Assigned task:
Some lines in the listing below may include the string "Rødovrevej". How many are there? Give only the number.

================

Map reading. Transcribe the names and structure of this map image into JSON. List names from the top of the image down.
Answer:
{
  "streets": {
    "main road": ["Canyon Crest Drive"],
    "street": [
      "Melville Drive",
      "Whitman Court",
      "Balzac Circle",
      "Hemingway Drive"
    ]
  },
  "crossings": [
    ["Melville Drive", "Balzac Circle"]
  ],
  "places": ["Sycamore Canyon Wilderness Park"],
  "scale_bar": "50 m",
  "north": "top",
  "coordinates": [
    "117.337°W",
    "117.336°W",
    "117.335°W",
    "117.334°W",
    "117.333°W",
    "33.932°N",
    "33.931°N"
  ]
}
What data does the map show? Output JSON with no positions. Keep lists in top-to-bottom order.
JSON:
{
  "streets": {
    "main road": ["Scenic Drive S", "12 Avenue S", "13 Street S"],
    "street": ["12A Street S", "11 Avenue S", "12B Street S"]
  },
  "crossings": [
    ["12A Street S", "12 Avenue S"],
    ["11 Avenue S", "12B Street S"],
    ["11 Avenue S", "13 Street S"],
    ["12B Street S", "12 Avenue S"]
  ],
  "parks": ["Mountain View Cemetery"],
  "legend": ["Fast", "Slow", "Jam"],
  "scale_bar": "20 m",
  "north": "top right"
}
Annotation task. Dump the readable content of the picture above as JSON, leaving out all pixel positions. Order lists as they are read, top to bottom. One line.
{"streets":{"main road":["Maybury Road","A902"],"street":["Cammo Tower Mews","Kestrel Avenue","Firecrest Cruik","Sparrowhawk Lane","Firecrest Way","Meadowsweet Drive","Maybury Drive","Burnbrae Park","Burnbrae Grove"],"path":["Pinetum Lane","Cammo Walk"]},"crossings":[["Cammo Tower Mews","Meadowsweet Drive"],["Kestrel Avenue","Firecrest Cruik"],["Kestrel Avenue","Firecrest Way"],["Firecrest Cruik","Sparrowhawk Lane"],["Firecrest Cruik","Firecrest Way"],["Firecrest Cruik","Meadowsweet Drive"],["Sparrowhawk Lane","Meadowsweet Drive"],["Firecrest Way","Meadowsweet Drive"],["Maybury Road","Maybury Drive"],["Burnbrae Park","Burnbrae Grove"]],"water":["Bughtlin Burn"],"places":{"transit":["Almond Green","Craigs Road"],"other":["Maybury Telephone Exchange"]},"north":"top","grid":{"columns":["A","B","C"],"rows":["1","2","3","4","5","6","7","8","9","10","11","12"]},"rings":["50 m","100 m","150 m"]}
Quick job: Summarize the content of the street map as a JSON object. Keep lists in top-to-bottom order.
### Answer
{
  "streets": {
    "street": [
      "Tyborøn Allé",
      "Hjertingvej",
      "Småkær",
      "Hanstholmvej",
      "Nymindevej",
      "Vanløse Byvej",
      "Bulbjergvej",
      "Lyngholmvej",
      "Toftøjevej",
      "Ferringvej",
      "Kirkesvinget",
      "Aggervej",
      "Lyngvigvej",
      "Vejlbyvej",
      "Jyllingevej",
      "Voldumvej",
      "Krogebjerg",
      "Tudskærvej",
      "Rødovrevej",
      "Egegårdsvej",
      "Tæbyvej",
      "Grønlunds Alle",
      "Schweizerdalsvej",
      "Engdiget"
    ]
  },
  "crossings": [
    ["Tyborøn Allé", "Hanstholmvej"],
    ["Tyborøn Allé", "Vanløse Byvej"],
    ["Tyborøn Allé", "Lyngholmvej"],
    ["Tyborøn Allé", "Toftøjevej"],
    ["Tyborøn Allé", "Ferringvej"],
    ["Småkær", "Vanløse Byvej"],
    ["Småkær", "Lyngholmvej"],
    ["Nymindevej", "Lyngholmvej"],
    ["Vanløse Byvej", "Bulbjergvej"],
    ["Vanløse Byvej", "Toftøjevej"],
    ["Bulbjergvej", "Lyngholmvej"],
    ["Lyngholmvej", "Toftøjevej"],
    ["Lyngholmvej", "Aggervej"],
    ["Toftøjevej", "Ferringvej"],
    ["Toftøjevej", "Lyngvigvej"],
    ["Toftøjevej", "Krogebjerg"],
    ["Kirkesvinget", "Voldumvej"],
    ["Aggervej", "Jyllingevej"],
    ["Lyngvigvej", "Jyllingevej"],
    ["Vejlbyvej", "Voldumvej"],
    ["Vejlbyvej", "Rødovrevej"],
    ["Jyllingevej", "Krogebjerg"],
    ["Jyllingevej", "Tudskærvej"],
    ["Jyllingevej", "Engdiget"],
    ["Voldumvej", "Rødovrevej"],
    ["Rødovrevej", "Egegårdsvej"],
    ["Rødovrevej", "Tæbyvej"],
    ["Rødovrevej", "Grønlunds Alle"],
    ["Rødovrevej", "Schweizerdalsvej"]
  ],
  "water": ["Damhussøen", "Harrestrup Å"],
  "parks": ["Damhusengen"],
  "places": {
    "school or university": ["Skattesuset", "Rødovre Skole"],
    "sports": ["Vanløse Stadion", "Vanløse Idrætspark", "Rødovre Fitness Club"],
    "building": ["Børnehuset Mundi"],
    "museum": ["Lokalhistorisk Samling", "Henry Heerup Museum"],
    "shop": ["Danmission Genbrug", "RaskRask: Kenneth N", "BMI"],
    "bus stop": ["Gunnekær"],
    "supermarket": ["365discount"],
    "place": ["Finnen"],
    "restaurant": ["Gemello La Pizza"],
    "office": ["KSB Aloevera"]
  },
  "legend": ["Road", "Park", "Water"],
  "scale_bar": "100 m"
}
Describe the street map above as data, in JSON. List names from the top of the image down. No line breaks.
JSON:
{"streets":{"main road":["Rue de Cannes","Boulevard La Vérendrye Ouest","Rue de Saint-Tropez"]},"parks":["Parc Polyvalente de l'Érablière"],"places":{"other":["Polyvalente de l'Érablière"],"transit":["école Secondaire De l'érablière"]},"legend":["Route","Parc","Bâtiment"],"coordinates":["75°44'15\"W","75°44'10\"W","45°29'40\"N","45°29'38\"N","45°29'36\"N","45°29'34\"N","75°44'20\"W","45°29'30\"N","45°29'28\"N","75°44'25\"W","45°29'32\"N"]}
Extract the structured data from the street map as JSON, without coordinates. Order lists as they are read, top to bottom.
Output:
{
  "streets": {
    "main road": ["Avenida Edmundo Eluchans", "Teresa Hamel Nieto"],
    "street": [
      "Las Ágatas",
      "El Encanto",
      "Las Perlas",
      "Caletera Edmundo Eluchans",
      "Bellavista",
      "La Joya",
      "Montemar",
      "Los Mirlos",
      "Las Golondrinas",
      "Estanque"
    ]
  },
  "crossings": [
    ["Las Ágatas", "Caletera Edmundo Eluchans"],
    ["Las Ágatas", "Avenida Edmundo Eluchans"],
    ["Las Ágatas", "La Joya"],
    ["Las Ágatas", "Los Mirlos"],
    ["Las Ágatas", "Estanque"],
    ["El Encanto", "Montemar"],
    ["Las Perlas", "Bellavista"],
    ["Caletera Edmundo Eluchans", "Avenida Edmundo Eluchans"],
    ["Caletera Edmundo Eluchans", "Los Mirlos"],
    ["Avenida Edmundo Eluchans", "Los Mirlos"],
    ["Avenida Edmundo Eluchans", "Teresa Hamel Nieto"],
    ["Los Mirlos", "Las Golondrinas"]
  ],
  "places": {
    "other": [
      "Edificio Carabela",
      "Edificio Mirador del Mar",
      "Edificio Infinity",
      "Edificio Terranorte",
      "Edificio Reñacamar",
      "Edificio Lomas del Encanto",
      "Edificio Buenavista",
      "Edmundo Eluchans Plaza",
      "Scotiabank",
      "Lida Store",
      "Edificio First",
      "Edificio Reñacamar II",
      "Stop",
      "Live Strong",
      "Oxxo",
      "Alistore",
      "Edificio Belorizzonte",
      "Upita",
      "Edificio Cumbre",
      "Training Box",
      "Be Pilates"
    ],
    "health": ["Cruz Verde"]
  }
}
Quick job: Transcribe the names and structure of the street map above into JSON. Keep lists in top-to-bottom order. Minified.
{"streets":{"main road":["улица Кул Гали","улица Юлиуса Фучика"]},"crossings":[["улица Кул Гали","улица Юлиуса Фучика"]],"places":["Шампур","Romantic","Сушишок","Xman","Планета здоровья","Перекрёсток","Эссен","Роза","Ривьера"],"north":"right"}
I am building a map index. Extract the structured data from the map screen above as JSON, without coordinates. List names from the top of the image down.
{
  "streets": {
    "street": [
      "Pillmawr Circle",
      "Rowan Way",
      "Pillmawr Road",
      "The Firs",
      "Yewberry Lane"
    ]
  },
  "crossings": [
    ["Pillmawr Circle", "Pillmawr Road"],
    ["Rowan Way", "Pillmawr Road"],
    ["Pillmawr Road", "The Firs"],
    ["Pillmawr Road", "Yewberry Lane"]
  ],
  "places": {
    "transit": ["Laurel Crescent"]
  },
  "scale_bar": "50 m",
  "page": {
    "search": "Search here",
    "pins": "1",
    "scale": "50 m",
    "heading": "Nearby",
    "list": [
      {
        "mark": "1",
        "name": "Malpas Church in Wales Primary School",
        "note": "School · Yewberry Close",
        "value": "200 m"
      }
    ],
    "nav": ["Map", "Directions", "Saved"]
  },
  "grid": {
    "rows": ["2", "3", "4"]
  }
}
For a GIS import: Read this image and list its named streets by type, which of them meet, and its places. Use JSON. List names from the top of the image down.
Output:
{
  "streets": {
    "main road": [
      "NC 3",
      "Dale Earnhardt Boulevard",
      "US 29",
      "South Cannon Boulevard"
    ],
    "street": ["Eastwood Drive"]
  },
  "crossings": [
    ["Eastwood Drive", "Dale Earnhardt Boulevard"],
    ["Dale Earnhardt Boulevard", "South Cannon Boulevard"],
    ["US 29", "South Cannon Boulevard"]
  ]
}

================

Solution to this exercise:
7